BEGIN Information given
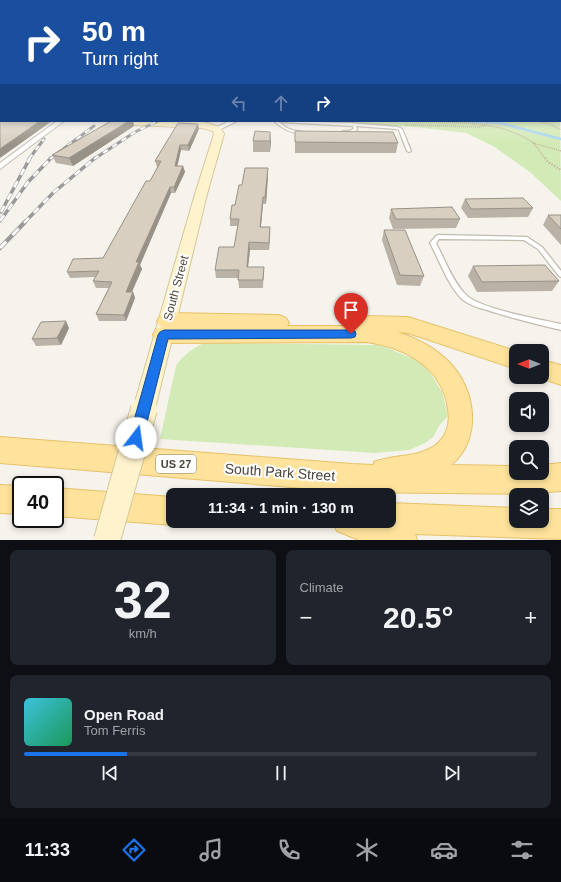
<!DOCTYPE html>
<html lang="en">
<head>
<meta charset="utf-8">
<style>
  :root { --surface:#171b24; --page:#20242c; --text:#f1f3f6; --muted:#9ea1a6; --line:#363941; --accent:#1a73e8 }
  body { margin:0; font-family:Helvetica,sans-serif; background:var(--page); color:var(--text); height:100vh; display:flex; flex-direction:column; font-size:15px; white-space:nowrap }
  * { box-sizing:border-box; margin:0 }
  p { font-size:13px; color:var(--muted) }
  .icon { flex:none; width:22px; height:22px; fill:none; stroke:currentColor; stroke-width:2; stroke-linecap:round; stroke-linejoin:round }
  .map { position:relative; height:540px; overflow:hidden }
  .details { display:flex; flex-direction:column; gap:10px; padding:10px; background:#0d0f14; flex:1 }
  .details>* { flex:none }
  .hud { position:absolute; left:0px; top:0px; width:561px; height:122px; box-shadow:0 2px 6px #0003; background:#1a4fa0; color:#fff; overflow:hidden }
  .needle { width:26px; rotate:270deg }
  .controls { position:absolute; left:509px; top:344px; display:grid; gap:8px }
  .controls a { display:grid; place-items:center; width:40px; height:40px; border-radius:8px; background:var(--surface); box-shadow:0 2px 6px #0003; font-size:20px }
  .speed { position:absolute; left:12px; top:476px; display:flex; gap:8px; font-size:20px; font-weight:700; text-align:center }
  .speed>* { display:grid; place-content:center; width:52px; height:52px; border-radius:50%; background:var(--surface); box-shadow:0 2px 6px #0003; line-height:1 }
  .speed .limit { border:2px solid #111; border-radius:6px; background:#fff; color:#111 }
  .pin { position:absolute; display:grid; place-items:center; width:34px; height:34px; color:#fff; margin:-41px -17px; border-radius:50% 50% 50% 0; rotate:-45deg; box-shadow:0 0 4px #0007 }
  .pin .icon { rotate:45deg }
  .me { position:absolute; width:44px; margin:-22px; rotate:15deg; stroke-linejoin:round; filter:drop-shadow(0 0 3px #0008) }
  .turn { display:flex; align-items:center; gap:14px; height:84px; padding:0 16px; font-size:18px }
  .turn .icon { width:52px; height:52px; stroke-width:2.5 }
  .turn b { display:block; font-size:28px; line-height:34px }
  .lanes { display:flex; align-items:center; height:38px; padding:0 16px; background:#0003; justify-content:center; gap:20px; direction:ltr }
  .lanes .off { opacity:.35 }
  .big { font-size:30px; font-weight:700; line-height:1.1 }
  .details .tile { flex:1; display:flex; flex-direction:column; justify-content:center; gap:6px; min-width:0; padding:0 14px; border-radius:8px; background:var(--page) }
  .details .dial { align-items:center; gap:0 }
  .dial b { font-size:52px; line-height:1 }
  .song { display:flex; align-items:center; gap:12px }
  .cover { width:48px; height:48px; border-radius:6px; background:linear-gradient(135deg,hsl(190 70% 55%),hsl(150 70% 35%)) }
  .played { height:4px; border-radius:2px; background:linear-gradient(90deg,var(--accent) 20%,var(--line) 20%) }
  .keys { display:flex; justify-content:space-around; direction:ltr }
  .heat { display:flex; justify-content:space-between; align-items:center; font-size:22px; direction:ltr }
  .details .tiles { flex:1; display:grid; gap:10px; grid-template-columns:1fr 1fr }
  .tile:last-child { grid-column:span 2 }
  .trip { position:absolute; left:166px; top:488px; width:230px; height:40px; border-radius:8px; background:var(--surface); box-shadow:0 2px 6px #0003; font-weight:700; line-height:40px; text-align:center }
  .tab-bar { display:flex; height:64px; justify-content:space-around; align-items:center; background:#090b0e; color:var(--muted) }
  .tab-bar .icon { width:28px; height:28px }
  .tab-bar .on { color:var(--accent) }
  .tab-bar b { font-size:18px; color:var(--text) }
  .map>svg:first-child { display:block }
  .green { fill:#d2eab5 }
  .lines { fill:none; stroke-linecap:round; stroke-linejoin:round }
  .stream { stroke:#a9d4f2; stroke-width:2.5 }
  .lane-casing { stroke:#c2bbae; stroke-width:2.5 }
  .street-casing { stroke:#c2bbae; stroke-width:2 }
  .secondary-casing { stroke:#d6c79b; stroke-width:2 }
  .primary-casing { stroke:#e6c16a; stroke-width:2 }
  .path-far1 { stroke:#c4b79f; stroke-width:1.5; stroke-dasharray:1 1; stroke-linecap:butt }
  .path { stroke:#c4b79f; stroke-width:2; stroke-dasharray:1.5 1.5; stroke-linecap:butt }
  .lane { fill:#fff; fill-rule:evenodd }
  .street { fill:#fff; fill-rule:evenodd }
  .secondary { fill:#fff3cd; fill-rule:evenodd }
  .primary { fill:#ffe39c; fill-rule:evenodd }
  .rail-far2-casing { stroke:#9a9a9a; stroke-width:3 }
  .rail-far1-casing { stroke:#9a9a9a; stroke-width:3.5 }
  .rail-casing { stroke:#9a9a9a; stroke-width:4.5 }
  .rail-far2 { stroke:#fff; stroke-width:2; stroke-dasharray:5.5; stroke-linecap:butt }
  .rail-far1 { stroke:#fff; stroke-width:2.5; stroke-dasharray:7; stroke-linecap:butt }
  .rail { stroke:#fff; stroke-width:3; stroke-dasharray:9; stroke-linecap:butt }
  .secondary-bridge-casing { stroke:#d6c79b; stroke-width:28; stroke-linecap:butt }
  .secondary-bridge { stroke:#fff3cd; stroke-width:26 }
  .wall { fill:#bab2a6 }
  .shaded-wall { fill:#979187 }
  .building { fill:#d8cfc1; stroke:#979187 }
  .route { fill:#1a73e8; stroke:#114b97 }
  .labels { text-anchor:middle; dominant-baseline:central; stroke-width:4; stroke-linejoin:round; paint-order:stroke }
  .shield { fill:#fff; stroke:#817c74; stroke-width:1 }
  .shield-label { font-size:11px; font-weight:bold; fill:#4b4439 }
  .street-label { font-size:12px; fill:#4b4439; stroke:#fff }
  .near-street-label { font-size:14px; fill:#4b4439; stroke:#fff }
</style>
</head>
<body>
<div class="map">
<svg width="561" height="540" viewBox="0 0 561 540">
  <rect width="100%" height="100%" fill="#f6f3ec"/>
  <g class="green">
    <path d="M560 98 561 201 530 172 493 146 466 133 415 127 281 121H560Z"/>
    <path d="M204 343 380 345 421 362 429 371 442 392 448 416 439 426 433 437 425 443 409 450 375 453 160 439 176 366C183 355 192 349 204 343Z"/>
  </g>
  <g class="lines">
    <path class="stream" d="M461 121 500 123 561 139"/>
    <g class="lane-casing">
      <g id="lane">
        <rect x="560" y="76" width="1" height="2"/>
        <rect x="560" y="82" width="1" height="2"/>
        <rect x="560" y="95" width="1" height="2"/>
        <path d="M274 121C280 121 284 127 289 129 294 131 299 131 303 132 292 135 282 128 274 121Z"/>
        <path d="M279 121 350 123 398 127 402 129 411 151 409 152 407 151 399 130 397 129 356 126 357 130C352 132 347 135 342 132L343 131H349L354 129 353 126 281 122Z"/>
        <path d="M438 235 527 237 542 247 561 271V277L559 276 538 249 524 240 439 239 436 243C445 260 452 280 465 294 479 309 539 319 561 324V330C536 324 511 318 487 310 479 308 469 305 462 299 448 286 439 259 430 243L436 236Z"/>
      </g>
    </g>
    <g class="street-casing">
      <g id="street">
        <rect x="560" y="72" width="1" height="2"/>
        <rect x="0" y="107" width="1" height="4"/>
        <path d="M57 121H64L0 169V163Z"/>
        <path d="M229 121H237L219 130 214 129Z"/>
      </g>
    </g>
    <g class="secondary-casing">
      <g id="secondary">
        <rect x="0" y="112" width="1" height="6"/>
        <path d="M107 121 203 122 220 127 224 134 207 194 155 409 152 416 144 420 136 416 133 409 195 194 214 134 213 131 202 128 112 124Z"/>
      </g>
    </g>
    <g class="primary-casing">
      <g id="primary">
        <path d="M167 313 279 315 286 318 289 323 287 326H357L356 324 359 319 366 316 408 317 516 351V369L408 333 397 332C416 338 434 347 448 361 476 388 483 439 451 465L516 466V473H542V465L561 463V491L521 494 352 492 0 463V437L352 464 374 465V462C395 454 421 458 438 443 448 434 450 421 448 409 442 367 406 348 367 342L163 343 156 341 153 335 156 329 163 327 160 326 157 321 160 316Z"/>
        <path d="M542 360 561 365V385L538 377H542Z"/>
        <path d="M0 485 21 486V514L0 513Z"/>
        <path d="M55 488 173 497V521H183L173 525 55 516Z"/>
        <path d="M389 503 516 508V521H542V509H561V539L415 534 417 540H359L337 531 332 521H389Z"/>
      </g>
    </g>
    <g class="path-far1">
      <path d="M412 121C451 123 498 119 532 142 537 146 541 154 546 159"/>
      <path d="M537 121 547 123 561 130"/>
      <path d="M405 125 478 127 485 126 489 121"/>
      <path d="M533 143 561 151"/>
    </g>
    <path class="path" d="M545 158 548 162 561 170"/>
    <use href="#lane" class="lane"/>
    <use href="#street" class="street"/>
    <use href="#secondary" class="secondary"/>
    <use href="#primary" class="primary"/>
    <g class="rail-far2-casing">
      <g id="rail-far2">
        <path d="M29 159 44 139"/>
        <path d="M50 159 94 126"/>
        <path d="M94 159 135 132 158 121"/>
      </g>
    </g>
    <g class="rail-far1-casing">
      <g id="rail-far1">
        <path d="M1 212 30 158"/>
        <path d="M0 221 28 182 51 158"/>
        <path d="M24 223 53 193 95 158"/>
      </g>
    </g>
    <g class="rail-casing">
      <path id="rail" d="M0 248 25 222"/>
    </g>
    <use href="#rail-far2" class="rail-far2"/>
    <use href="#rail-far1" class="rail-far1"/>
    <use href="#rail" class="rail"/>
    <g class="secondary-bridge-casing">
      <path id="secondary-bridge" d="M107 540 144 409"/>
    </g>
    <use href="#secondary-bridge" class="secondary-bridge"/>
  </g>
  <g class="wall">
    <rect x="0" y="69" width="1" height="6"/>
    <path d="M111 121H133L134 126 73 166 56 163 52 155Z"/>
    <path d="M199 129 189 151 181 150 177 166H183L185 172 175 193H171L140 265 142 269 132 292H133L135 298 126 321H99L96 314 109 288H96L93 281 95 277 70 278 67 272 103 258 150 181 158 167H157L155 161Z"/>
    <path d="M295 131 398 143 396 153H295Z"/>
    <path d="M270 132V152H253V141Z"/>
    <path d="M268 175 266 204H263L261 227 270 235 269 250H250L248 267H264L263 288H239L238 278H216L215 270 234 247 238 226H230V219L242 185Z"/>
    <path d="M465 199 533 208 528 217 468 218 461 208Z"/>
    <path d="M391 209 460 219 456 228 393 229 389 218Z"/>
    <path d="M548 215H561V245L543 225Z"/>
    <path d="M384 230 424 276 420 286 397 285 382 240Z"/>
    <path d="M473 266 559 281 552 291 477 292 468 276Z"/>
    <path d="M69 328 61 345 36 346 32 339Z"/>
  </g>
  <g class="shaded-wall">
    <path d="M40 121H52L0 158V149Z"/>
    <path d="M129 121H133L134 126 73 166 69 158Z"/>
    <path d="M198 124 199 129 189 151 188 145Z"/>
    <path d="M270 132 271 143 270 152Z"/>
    <path d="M180 145 181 150 176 172 175 166Z"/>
    <path d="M183 166 185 172 175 193 174 187Z"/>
    <path d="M268 168V175L266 204 265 197Z"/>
    <path d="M170 187 171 193 140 265 142 269 129 298 126 292 136 262Z"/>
    <path d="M263 197V204L260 235V227Z"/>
    <path d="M270 227V235L269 250V243Z"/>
    <path d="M249 242 250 250 247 275V267Z"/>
    <path d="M133 292 135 298 126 321 124 315Z"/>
    <path d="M66 321 69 328 61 345 57 338Z"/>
  </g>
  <g class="building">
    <path d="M0 117H1V121H40L0 149Z"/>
    <path d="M111 121H129L69 158 52 155Z"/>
    <path d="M178 123 198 124 188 145H180L175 166H183L174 187H170L136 262H139L126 292H133L124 315 96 314 112 282 93 281 99 271 67 272 73 259 103 258 146 181H150L161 161H155Z"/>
    <path d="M255 131 270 132V141H253Z"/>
    <path d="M295 131 393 132 398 143 295 142Z"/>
    <path d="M245 168H268L265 197H263L260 227H270L269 243 249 242 247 267H264L263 280H238L239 270H215L219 247H234L239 219H230L232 205H235L239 185H242Z"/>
    <path d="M523 198 533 208 471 209 465 199Z"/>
    <path d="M452 207 460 219H396L391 209Z"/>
    <path d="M548 215H561V229Z"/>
    <path d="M384 230H405L424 276 400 275Z"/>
    <path d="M545 265 559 281 482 282 473 266Z"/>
    <path d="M66 321 57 338 32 339 41 322Z"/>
  </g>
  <linearGradient id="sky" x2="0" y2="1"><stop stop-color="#8fc1ec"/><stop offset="0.48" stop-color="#fbfaf6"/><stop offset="1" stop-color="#fbfaf6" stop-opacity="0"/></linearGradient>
  <rect width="561" height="145" fill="url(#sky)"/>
  <path class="route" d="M164 330H351L355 331 356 334 355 337 351 338 168 339 143 438 141 443 136 445 131 443 129 438 158 335 160 332Z"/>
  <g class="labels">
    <rect class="shield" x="156" y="455" width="40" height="18" rx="3"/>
    <g class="shield-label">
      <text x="176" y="464">US 27</text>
    </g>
    <g class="street-label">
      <text transform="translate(176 288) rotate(-75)">South Street</text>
    </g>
    <g class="near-street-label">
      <text transform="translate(280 472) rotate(4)">South Park Street</text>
    </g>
  </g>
</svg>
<div class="controls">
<a><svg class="needle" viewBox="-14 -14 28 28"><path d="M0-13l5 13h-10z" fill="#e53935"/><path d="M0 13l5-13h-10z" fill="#9ea1a6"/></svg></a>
<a><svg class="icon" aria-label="sound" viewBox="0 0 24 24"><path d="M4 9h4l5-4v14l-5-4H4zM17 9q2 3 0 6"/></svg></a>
<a><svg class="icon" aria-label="search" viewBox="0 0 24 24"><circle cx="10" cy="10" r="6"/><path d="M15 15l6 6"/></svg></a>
<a><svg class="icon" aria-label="layers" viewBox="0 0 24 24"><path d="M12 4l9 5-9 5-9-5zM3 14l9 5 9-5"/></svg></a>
</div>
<div class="speed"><div class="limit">40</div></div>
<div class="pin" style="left:351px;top:334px;background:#d93025"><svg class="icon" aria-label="arrive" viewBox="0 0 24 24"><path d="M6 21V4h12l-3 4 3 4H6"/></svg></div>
<svg class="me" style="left:136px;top:438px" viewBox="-20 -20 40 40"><circle r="19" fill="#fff"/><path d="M0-13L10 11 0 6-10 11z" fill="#1a73e8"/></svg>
<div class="trip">11:34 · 1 min · 130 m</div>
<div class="hud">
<div class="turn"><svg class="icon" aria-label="right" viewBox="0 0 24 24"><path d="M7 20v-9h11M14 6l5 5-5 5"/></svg><div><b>50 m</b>Turn right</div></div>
<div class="lanes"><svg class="icon off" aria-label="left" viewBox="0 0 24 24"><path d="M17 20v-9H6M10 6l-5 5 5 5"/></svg><svg class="icon off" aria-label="ahead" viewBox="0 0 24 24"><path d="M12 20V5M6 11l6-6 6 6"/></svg><svg class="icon" aria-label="right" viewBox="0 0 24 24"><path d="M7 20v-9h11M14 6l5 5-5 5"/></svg></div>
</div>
</div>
<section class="details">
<div class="tiles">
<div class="tile dial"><b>32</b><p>km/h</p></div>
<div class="tile"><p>Climate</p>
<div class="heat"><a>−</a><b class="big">20.5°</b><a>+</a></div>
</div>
<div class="tile">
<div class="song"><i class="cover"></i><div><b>Open Road</b><p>Tom Ferris</p></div></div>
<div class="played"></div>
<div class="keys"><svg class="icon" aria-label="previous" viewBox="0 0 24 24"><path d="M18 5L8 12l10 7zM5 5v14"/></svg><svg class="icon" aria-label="pause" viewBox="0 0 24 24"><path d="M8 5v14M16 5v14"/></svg><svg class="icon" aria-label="next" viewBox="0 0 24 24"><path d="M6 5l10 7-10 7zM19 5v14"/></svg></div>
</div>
</div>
</section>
<nav class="tab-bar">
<b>11:33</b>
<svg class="icon on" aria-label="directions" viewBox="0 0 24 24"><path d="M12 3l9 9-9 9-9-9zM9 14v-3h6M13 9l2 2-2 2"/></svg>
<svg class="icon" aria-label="music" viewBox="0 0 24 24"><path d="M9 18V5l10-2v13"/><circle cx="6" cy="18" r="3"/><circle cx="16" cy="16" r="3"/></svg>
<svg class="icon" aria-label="phone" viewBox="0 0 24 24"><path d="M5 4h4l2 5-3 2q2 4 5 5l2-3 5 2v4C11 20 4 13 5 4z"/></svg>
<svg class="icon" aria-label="climate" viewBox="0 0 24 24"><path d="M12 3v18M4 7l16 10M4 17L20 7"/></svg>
<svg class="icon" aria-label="car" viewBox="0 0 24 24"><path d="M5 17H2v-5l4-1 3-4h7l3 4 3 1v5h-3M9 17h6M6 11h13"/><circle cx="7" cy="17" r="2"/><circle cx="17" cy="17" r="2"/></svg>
<svg class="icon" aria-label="filters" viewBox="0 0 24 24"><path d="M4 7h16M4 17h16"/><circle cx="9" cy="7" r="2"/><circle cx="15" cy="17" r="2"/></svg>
</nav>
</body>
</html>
END Information given
Copy all lines of the preceding data that hold the word "body".

  body { margin:0; font-family:Helvetica,sans-serif; background:var(--page); color:var(--text); height:100vh; display:flex; flex-direction:column; font-size:15px; white-space:nowrap }
<body>
</body>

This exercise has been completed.